X_val_all = dfValDataset.drop(columns=['screen_name'])
X_val_all.columns = ["text", "label"]

X_test_all = dfTestDataset.drop(columns=['screen_name'])
X_test_all.columns = ["text", "label"]

# Map labels to integers
dictLabels = {"human": 0, "bot": 1}

X_train_all["label"] = X_train_all["label"].apply(lambda x: dictLabels[x])
X_val_all["label"] = X_val_all["label"].apply(lambda x: dictLabels[x])
X_test_all["label"] = X_test_all["label"].apply(lambda x: dictLabels[x])

# Extract labels
y_train = X_train_all["label"]
y_val = X_val_all["label"]
y_test = X_test_all["label"]

train_labels = y_train.tolist()
val_labels = y_val.tolist()
test_labels = y_test.tolist()


# Feature Functions

In [109]:
# Feature creating functions (unchanged)
spacy_nlp = spacy.load("en_core_web_sm")

def get_spacy_doc(text):
    return spacy_nlp(text)

def switch_spacy_to_text(func):
    def inner1(*args, **kwargs):
        spacy_doc = get_spacy_doc(args[0])
        return func(spacy_doc, **kwargs)
    return inner1

def count_words(text):
    return len(text.split())  # C1

def avg_word_length(text):
    words = text.split()  # C2
    return np.mean([len(w) for w in words])

@switch_spacy_to_text
def get_ANP(spacy_doc):
    # Get total length (only tokens that are not punctuation or spaces)
    filtered_tokens = [token for token in spacy_doc if not token.is_punct and not token.is_space]
    total_tokens = len(filtered_tokens)

    adjectives = [token.text for token in filtered_tokens if token.pos_ == "ADJ"]
    nouns = [token.text for token in filtered_tokens if token.pos_ == "NOUN"]
    pronouns = [token.text for token in filtered_tokens if token.pos_ == "PRON"]

    if total_tokens == 0:
        # If no valid tokens, set densities to 0 to avoid division by zero
        adj_density = 0
        noun_density = 0
        pronoun_density = 0
    else:
        adj_density = len(adjectives) / total_tokens
        noun_density = len(nouns) / total_tokens
        pronoun_density = len(pronouns) / total_tokens

    return adjectives, nouns, pronouns, adj_density, noun_density, pronoun_density

def get_ANP_clean(text):
    _, _, _, adj_density, noun_density, pronoun_density = get_ANP(text)
    return adj_density, noun_density, pronoun_density  # C3

@switch_spacy_to_text
def get_capitalizations(spacy_doc):
    capitalizations = [token.text for token in spacy_doc if token.text.isupper()]
    return capitalizations, len(capitalizations) / len(spacy_doc)

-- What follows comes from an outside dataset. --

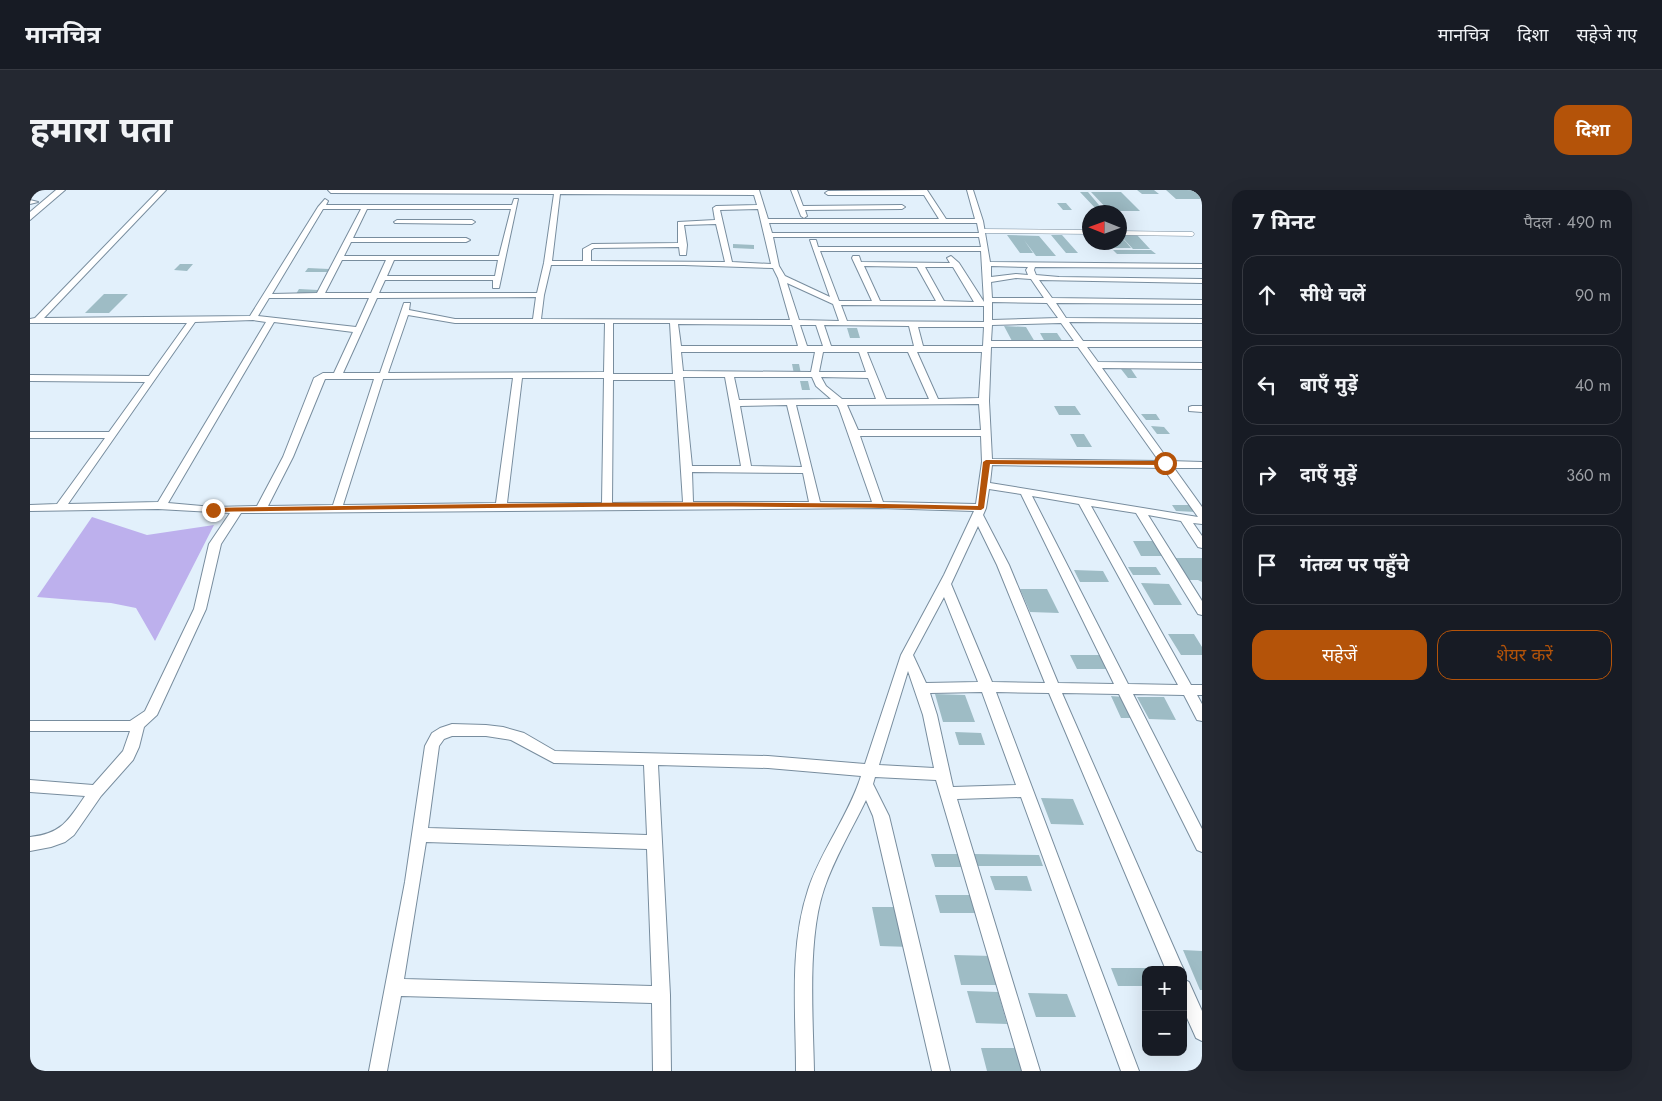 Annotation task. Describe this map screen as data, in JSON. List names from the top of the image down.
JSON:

def get_capitalizations_clean(text):
    _, cap_ratio = get_capitalizations(text)
    return np.round(cap_ratio, 2)  # C4

@switch_spacy_to_text
def get_sentiment(spacy_doc):
    polarity, subjectivity = TextBlob(spacy_doc.text).sentiment
    return np.round(polarity, 3), np.round(subjectivity, 3)  # C5

@switch_spacy_to_text
def calculate_rarity_scores(spacy_doc, lang='en'):
    adj_rarity_scores = []
    noun_rarity_scores = []

    for token in spacy_doc:
        if token.pos_ == "ADJ":
            adjective = token.text.lower()
            freq = word_frequency(adjective, lang)
            adj_rarity_score = -math.log(freq) if freq > 0 else 0
            adj_rarity_scores.append(adj_rarity_score)
        if token.pos_ == "NOUN":
            noun = token.text.lower()
            freq = word_frequency(noun, lang)
            noun_rarity_score = -math.log(freq) if freq > 0 else 0
            noun_rarity_scores.append(noun_rarity_score)
    res = [0, 0]
    # Calculate median rarity score over all NAs
    if noun_rarity_scores:
        res[0] = np.median(noun_rarity_scores)
    if adj_rarity_scores:
        res[1] = np.median(adj_rarity_scores)
    return tuple(np.round(res, 3))

@switch_spacy_to_text
def get_punctuation(spacy_doc):
    punctuation = [token.text for token in spacy_doc if token.pos_ == "PUNCT"]
    return punctuation, len(punctuation) / len(spacy_doc)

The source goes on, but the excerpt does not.